The stars and skulls allow you to limit the search to only maps with the amount of stars or skulls you specify, for example a map with 3-5 stars and 1-2 difficulty if you want an easy but fun map.

The next two boxes can be toggled to the following options:
1. Include All Levels, Only Levels I Haven't Played, Only Levels I Have Played
2. Include All Levels, Only Levels I Haven't Won, Only Levels I Have Won

The 'Sort By' determine the order maps appear in the search list. It can be set to sort by Impossibility (difficulty), Awesomeness, Played (how many times you have played the map), Won (how many times you've won), Author (alphabetical on Author name), Name (Alphabetical on map name). The search can be reversed on each of those as well, that's what the double arrow button does.

The only tweak I'd make on that is altering 'Played' and 'Won' sort options to search for total times the map has been played and won by the entire community, not just yourself.

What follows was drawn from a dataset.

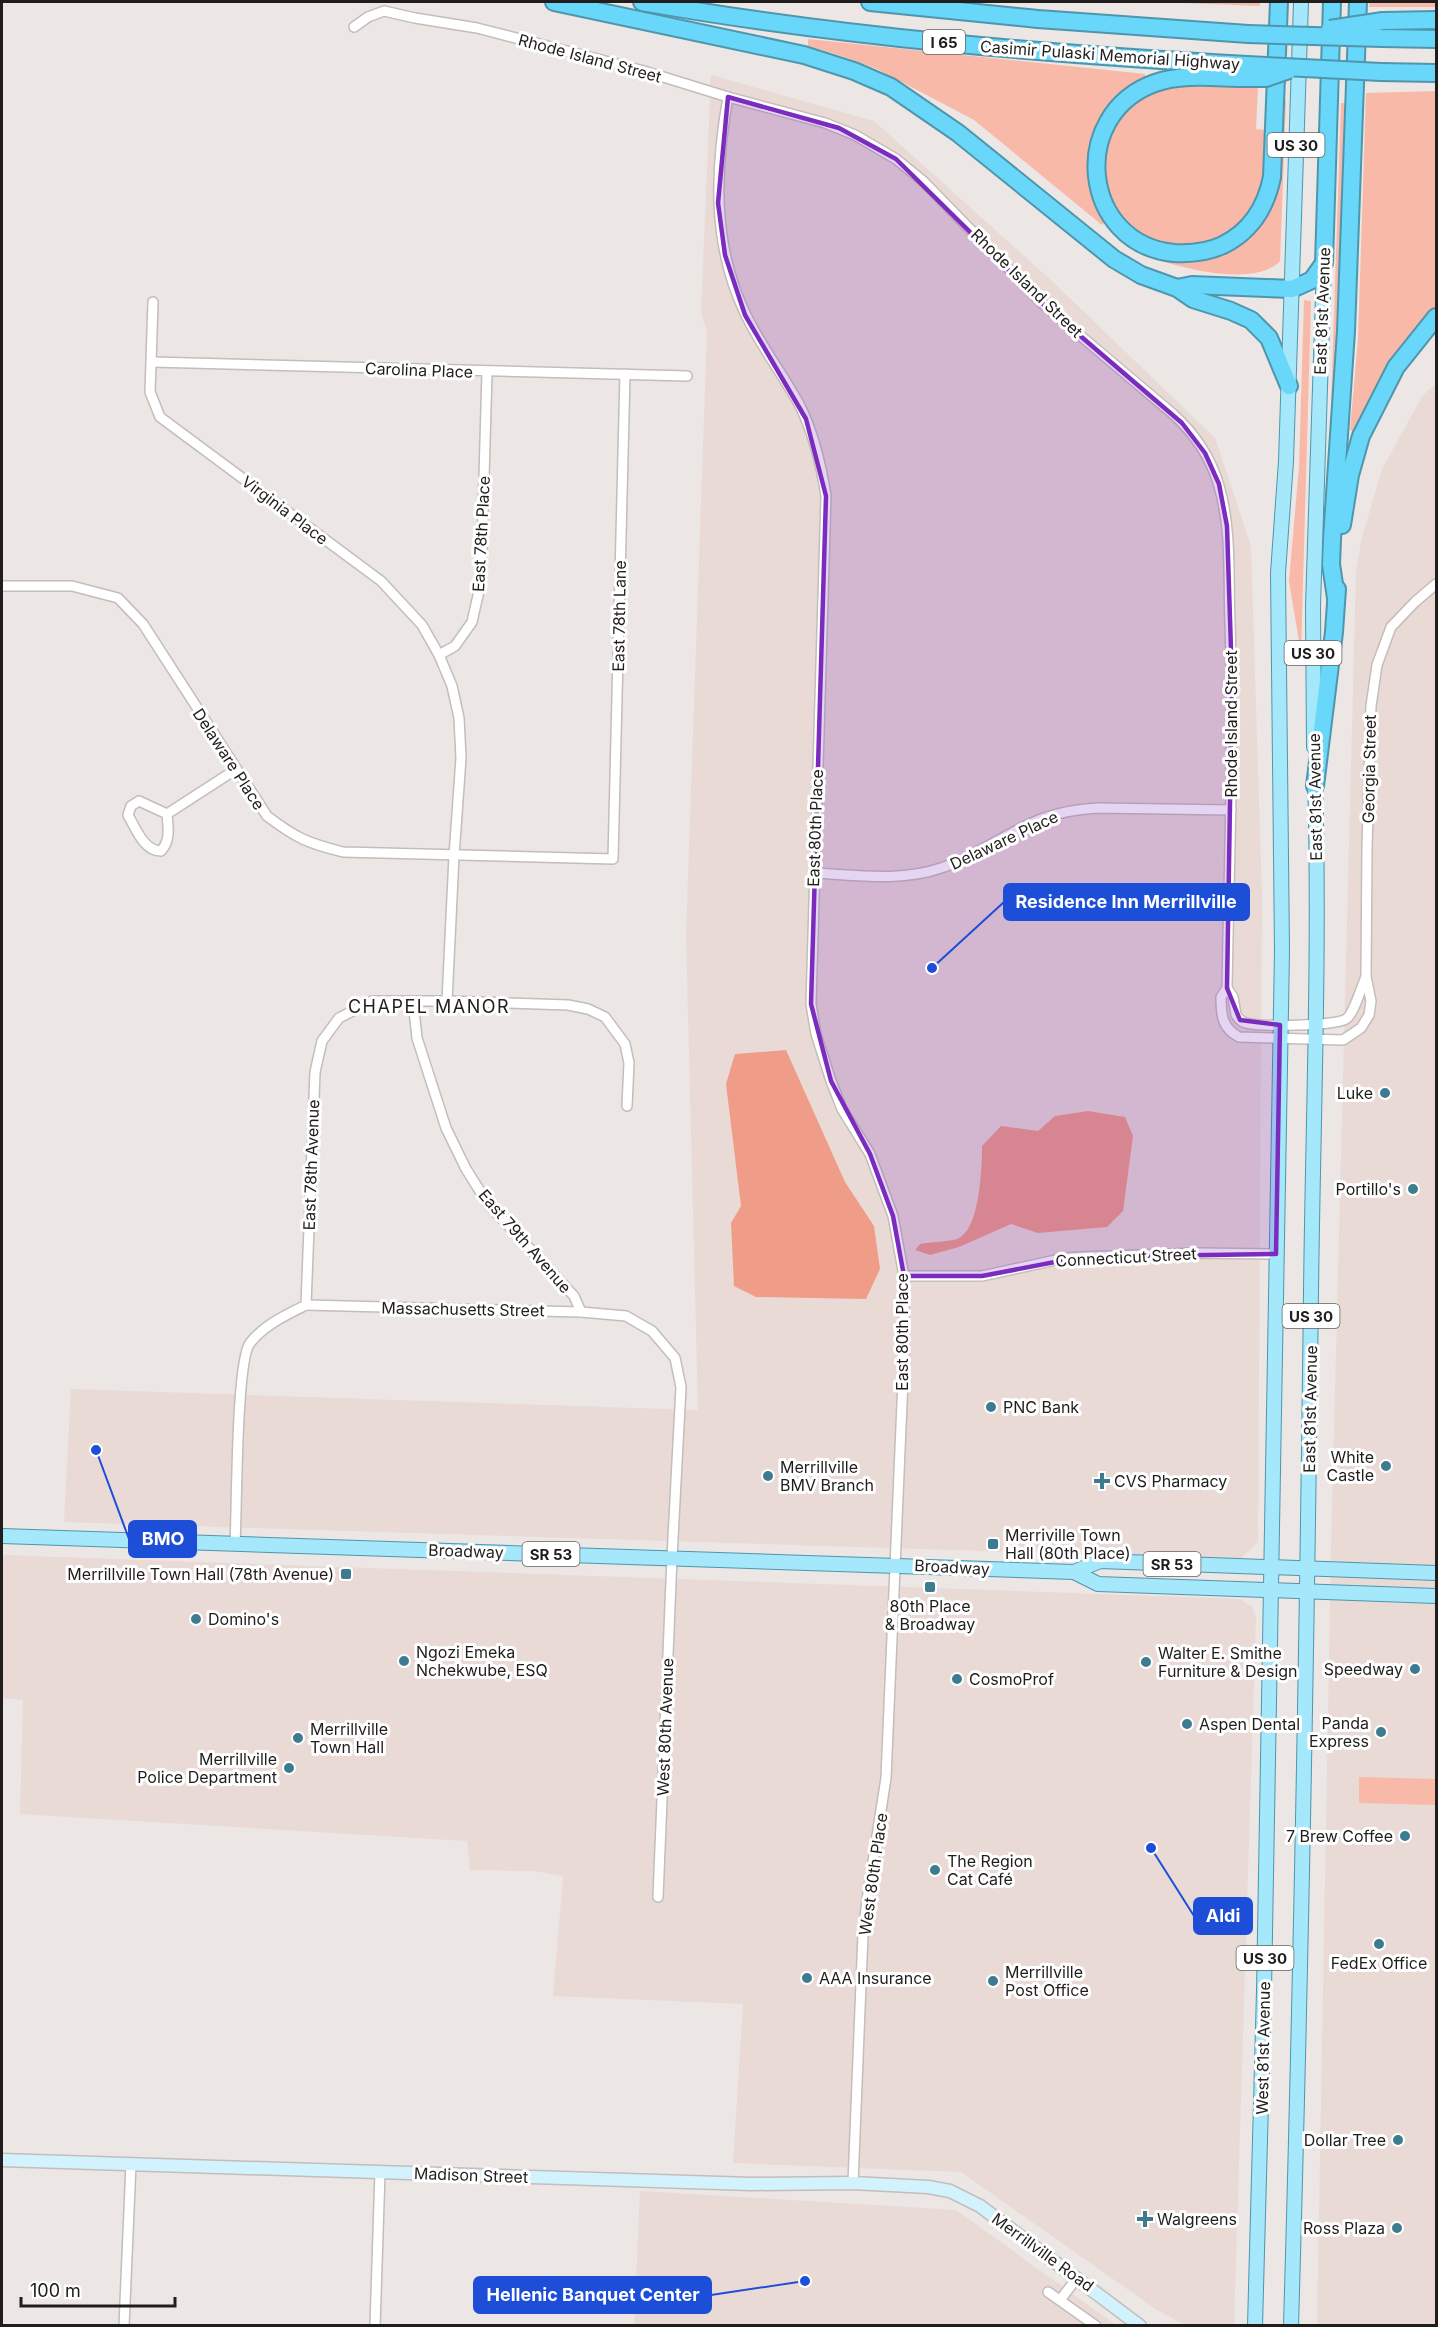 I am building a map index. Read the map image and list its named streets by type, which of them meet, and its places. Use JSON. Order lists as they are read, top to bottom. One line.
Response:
{"streets":{"highway":["I 65","Casimir Pulaski Memorial Highway","US 30","East 81st Avenue"],"main road":["Broadway","SR 53","West 81st Avenue"],"street":["Rhode Island Street","Carolina Place","Virginia Place","East 78th Place","East 78th Lane","Delaware Place","Georgia Street","East 80th Place","East 78th Avenue","East 79th Avenue","Connecticut Street","Massachusetts Street","West 80th Avenue","West 80th Place","Madison Street","Merrillville Road"]},"crossings":[["Rhode Island Street","East 81st Avenue"],["Rhode Island Street","Delaware Place"],["Rhode Island Street","Georgia Street"],["Rhode Island Street","East 80th Place"],["US 30","East 81st Avenue"],["US 30","Broadway"],["East 81st Avenue","Georgia Street"],["East 81st Avenue","Connecticut Street"],["East 81st Avenue","Broadway"],["East 81st Avenue","West 81st Avenue"],["Carolina Place","Virginia Place"],["Carolina Place","East 78th Place"],["Carolina Place","East 78th Lane"],["Virginia Place","East 78th Place"],["East 78th Lane","Delaware Place"],["Delaware Place","East 80th Place"],["East 80th Place","Connecticut Street"],["East 80th Place","Broadway"],["East 80th Place","West 80th Place"],["East 78th Avenue","East 79th Avenue"],["East 78th Avenue","Massachusetts Street"],["East 79th Avenue","Massachusetts Street"],["Massachusetts Street","Broadway"],["Massachusetts Street","West 80th Avenue"],["Broadway","West 80th Avenue"],["Broadway","West 80th Place"],["Broadway","West 81st Avenue"],["West 80th Place","Madison Street"],["Madison Street","Merrillville Road"]],"districts":["CHAPEL MANOR"],"places":{"other":["Residence Inn Merrillville","Luke","Portillo's","PNC Bank","BMO","White Castle","Merrillville BMV Branch","Domino's","Ngozi Emeka Nchekwube, ESQ","Walter E. Smithe Furniture & Design","Speedway","CosmoProf","Aspen Dental","Panda Express","Merrillville Town Hall","Merrillville Police Department","7 Brew Coffee","Aldi","The Region Cat Café","FedEx Office","AAA Insurance","Merrillville Post Office","Dollar Tree","Ross Plaza","Hellenic Banquet Center"],"health":["CVS Pharmacy","Walgreens"],"transit":["Merriville Town Hall (80th Place)","Merrillville Town Hall (78th Avenue)","80th Place & Broadway"]},"scale_bar":"100 m"}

This system would pretty well allow players to find whatever map they wanted. New maps, old maps, hard maps, easy maps, most popular maps. Whatever they want. You could also add in Creeper World specific sorting options, such as tick boxes for each type of weapon so you could play maps that only have the weapons you marked available, or only non-CRPL maps, or size settings (small, medium, large, huge), whatever other options might be useful. Perhaps those options could be tucked away in an 'Advanced Search' tab so as to not overwhelm brand new players.

Anyway, this post mainly stemmed from frustrations with the CW1 map search function. I'd also just really like to see a powerful and specific search function to help players find exactly the types of maps they want in CW3.
Back to lurking I go!

Cavemaniac

I'm very please to see you make such a well reasoned/impassioned request/argument.

I agree totally and was about to ask for something similar.

There are over 6000 cw1 maps which makes finding a classic older map almost impossible.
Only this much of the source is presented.